Hay historias que encuentran su forma definitiva con el paso del tiempo. Y hay nombres que, sin proponérselo, terminan fundiéndose con ellas hasta volverse inseparables. La de Parque Lezama es una de esas. Y también lo es la de Luis Brandoni, que murió este lunes, a los 86 años, tras sufrir un hematoma subdural —una acumulación de sangre entre el cerebro y su cubierta exterior— provocado por un golpe en la cabeza luego de una caída en su casa. La noticia, inevitablemente, resignifica cada una de sus últimas apariciones, incluso esta: su León Schwartz llevado al cine, como una suerte de despedida involuntaria.
Quién hubiera dicho que, después de levantar el Oscar con El secreto de sus ojos en 2010, Juan José Campanella elegiría el camino más paciente, casi artesanal, para volver a filmar en la Argentina. Apenas tres películas en dieciséis años: Metegol, El cuento de las comadrejas y ahora Parque Lezama, esa criatura escénica que ya llevaba más de una década respirando sobre tablas, nacida a partir de I’m Not Rappaport, de Herb Gardner, y transformada en un fenómeno propio.
En el medio, Campanella se volcó a las series, pero había algo en esta historia que lo reclamaba de regreso. Quizás la certeza de que no se trataba solo de una adaptación, sino de una memoria viva: 1.170 funciones desde su estreno en 2013, primero en el Liceo, después en el Politeama, con Brandoni y Eduardo Blanco apropiándose de esos personajes hasta volverlos carne.

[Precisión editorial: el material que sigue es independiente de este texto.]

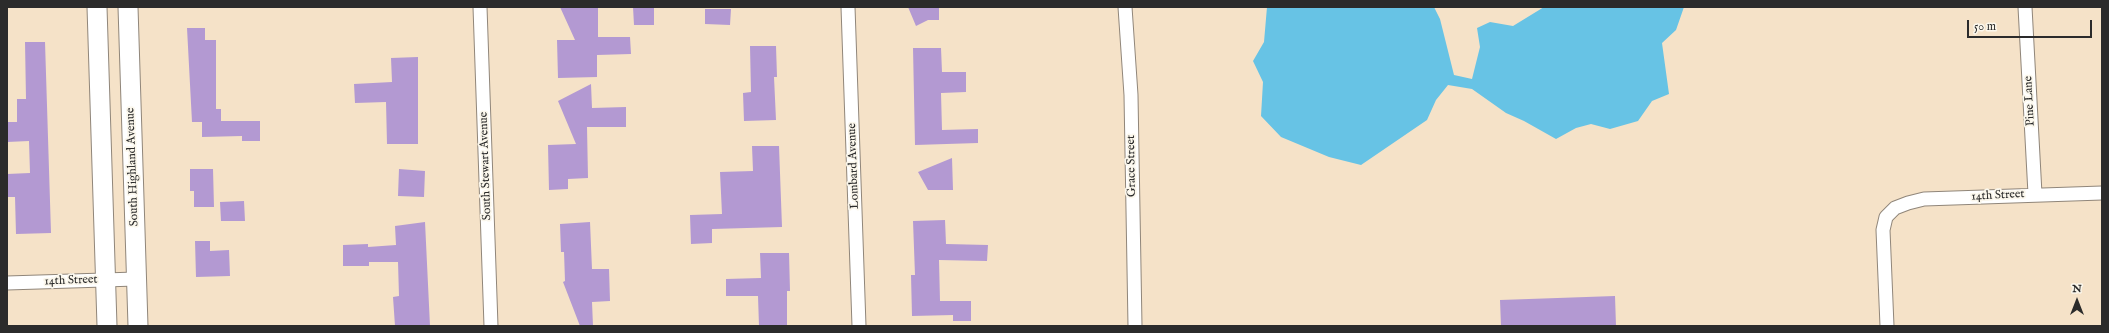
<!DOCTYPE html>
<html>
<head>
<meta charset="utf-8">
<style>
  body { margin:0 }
  #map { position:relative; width:2109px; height:333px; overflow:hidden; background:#f5e2c8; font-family:"IM FELL English",serif }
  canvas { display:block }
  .frame { position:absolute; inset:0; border:8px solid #2b2b2b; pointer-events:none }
  .north { position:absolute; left:2057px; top:281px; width:40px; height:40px; -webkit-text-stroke:3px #fbf7ec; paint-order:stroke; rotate:0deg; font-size:11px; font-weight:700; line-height:16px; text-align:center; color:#2b2b2b }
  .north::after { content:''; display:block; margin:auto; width:14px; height:18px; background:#2b2b2b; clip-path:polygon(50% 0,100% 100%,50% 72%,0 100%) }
  .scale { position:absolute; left:1967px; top:20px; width:125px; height:18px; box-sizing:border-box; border:2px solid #2b2b2b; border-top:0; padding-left:5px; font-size:12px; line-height:14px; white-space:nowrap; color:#2b2b2b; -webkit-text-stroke:3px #fbf7ec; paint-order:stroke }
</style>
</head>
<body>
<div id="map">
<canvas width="2109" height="333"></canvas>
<div class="frame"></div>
<div class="north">N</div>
<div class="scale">50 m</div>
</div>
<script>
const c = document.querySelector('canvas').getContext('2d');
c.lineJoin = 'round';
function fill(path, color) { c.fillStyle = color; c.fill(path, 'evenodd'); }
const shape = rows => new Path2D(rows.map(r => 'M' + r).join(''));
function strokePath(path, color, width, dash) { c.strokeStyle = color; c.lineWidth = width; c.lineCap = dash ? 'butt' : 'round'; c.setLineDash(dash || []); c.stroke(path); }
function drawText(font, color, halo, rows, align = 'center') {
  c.font = font + ' "IM FELL English",serif'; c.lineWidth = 3.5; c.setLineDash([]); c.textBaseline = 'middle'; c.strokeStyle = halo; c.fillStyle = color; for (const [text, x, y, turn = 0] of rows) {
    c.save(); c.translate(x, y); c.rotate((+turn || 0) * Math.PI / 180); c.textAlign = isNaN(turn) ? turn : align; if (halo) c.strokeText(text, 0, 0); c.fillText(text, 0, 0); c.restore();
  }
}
fill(shape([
  [1267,7,1434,7,1440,19,1454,75,1472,79,1480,47,1477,28,1490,22,1513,26,1544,7,1684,7,1676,30,1662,43,1669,94,1652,101,1638,121,1610,129,1591,124,1576,128,1556,139,1524,121,1506,113,1472,89,1448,85,1436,100,1427,120,1361,165,1329,157,1281,137,1261,116,1263,82,1253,61,1264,42]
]), '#67c3e5');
fill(shape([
  [560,7,598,7,598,37,630,37,631,54,597,55,597,77,558,78,557,40,575,40],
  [633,7,654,7,654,25,634,25],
  [908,7,939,7,939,20,928,20,916,26],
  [705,9,731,9,730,25,705,24],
  [187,28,205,28,205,40,216,40,216,109,221,109,221,121,260,121,260,141,242,141,242,136,202,137,202,122,192,122],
  [25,42,45,42,51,233,16,234,15,197,7,197,7,174,30,173,29,141,7,142,7,122,17,122,17,99,26,99],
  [750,46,776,46,777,77,774,77,776,120,744,121,743,93,751,92],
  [913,48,941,48,942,72,966,72,966,92,941,93,942,130,978,129,978,143,915,145],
  [418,57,418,144,387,144,386,102,355,103,354,84,392,82,391,58],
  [591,84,592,108,626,107,626,127,587,127,588,178,568,179,568,189,549,190,548,145,576,144,558,101],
  [752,146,779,146,782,227,712,229,712,243,691,244,690,215,722,214,720,172,753,171],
  [952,158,953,190,928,190,918,172],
  [190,169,213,169,214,207,194,207,194,191,190,191],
  [399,169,425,171,424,197,398,196],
  [244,201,245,221,221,221,220,202],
  [945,220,946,244,988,245,987,261,939,260,940,301,971,301,971,321,953,321,953,315,912,316,911,275,915,275,913,221],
  [425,222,430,326,395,326,393,297,399,296,398,262,369,262,369,266,343,266,343,245,368,244,368,247,396,245,395,226],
  [590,222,592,269,609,269,610,301,592,302,593,326,580,326,563,282,565,281,564,252,561,252,560,224],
  [195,241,210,241,210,251,229,250,230,276,196,277],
  [760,253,789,253,790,291,787,291,787,326,759,326,758,296,726,296,726,279,761,278],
  [1615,296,1616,326,1501,326,1500,300]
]), '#b399d2');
const minor = shape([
  [480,7,491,326],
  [848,7,859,326],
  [1125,7,1131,95,1135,326],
  [2025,7,2035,194],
  [7,283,136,279],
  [1887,326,1883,230,1886,217,1895,208,1908,203,1924,199,2102,193]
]);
const secondary = shape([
  [97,7,107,326],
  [128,7,138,326]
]);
strokePath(minor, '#90867a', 15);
strokePath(secondary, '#90867a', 21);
strokePath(minor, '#fff', 13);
strokePath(secondary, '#fff', 19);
drawText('12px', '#2b2b2b', '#fbf7ec', [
  ["Pine Lane",2030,101,-93],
  ["South Stewart Avenue",486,166,-92],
  ["Lombard Avenue",854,166,-92],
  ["Grace Street",1132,166,-91],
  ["South Highland Avenue",133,167,-92],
  ["14th Street",1998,196,-3],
  ["14th Street",71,281,-2]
]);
</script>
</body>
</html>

El salto al cine —estrenado el 19 de febrero y luego incorporado a Netflix el 6 de marzo— no traiciona ese origen teatral: lo potencia. Si en el escenario la palabra era todo, en la pantalla los primeros planos le agregan una dimensión nueva, casi íntima. Campanella no “abre” la historia, no la expande hacia lo cinematográfico convencional. La concentra. La respeta. La deja respirar en ese mismo banco del Parque Lezama donde León Schwartz y Antonio Cardozo discuten la vida como si el tiempo no existiera… o como si se estuviera terminando.
León, el militante comunista que exagera, inventa, seduce con sus relatos; Antonio, el hombre cansado que solo quiere transitar sus últimos años sin sobresaltos. Entre ellos, un duelo de miradas sobre el mundo, sobre la vejez, sobre lo que queda. Ese contrapunto fue siempre el corazón de la obra. Y lo sigue siendo acá.
Hoy, con la muerte de Brandoni todavía fresca, su León Schwartz adquiere otro peso. Hay algo en su mirada, en su forma de decir, en sus pausas, que ya no suena solo a interpretación. Suena a legado.

Sobre ese proceso, Verónica Pelaccini —su hija en la ficción en las tablas y en la pantalla grande— lo explicaba con precisión emocional: “Fue como un ejercicio con el mejor de los maestros, porque estamos hablando de Campanella. A veces uno tiende a pensar que la película es lo mismo que se vio en el teatro trasladado al cine y la verdad es que en este caso estamos ante una especie de juego donde se nos propuso algo distinto, una transposición total. Todo lo que pasaba en el teatro está super valorizado por la cámara, hay algo de la intimidad, del pensamiento y de las emociones que vistos a través del lente permite que el público sienta el hecho cinematográfico generando una complicidad aún mayor con el espectador...”
Y también: “Beto es el mejor compañero que podés tener. Es cómplice, conectábamos mutuamente, tiene mucho sentido del humor y es extremadamente generoso como compañero y como actor...”

Quizás ahí esté la clave de todo. En esa palabra: generoso. Brandoni lo fue en escena, con sus compañeros, con el público. Y Parque Lezama, sin haberlo buscado, termina funcionando como un testimonio. No solo de una obra que marcó un hito en el teatro argentino, sino de un actor que hizo de cada personaje una forma de quedarse un poco más.
Porque al final, mientras León sigue hablando en ese banco, mientras Antonio lo escucha con una mezcla de fastidio y ternura, lo que queda no es solo la historia. Es la sensación de que algunos diálogos no terminan nunca. Y de que ciertas despedidas, incluso cuando llegan, encuentran la manera de no ser del todo definitivas.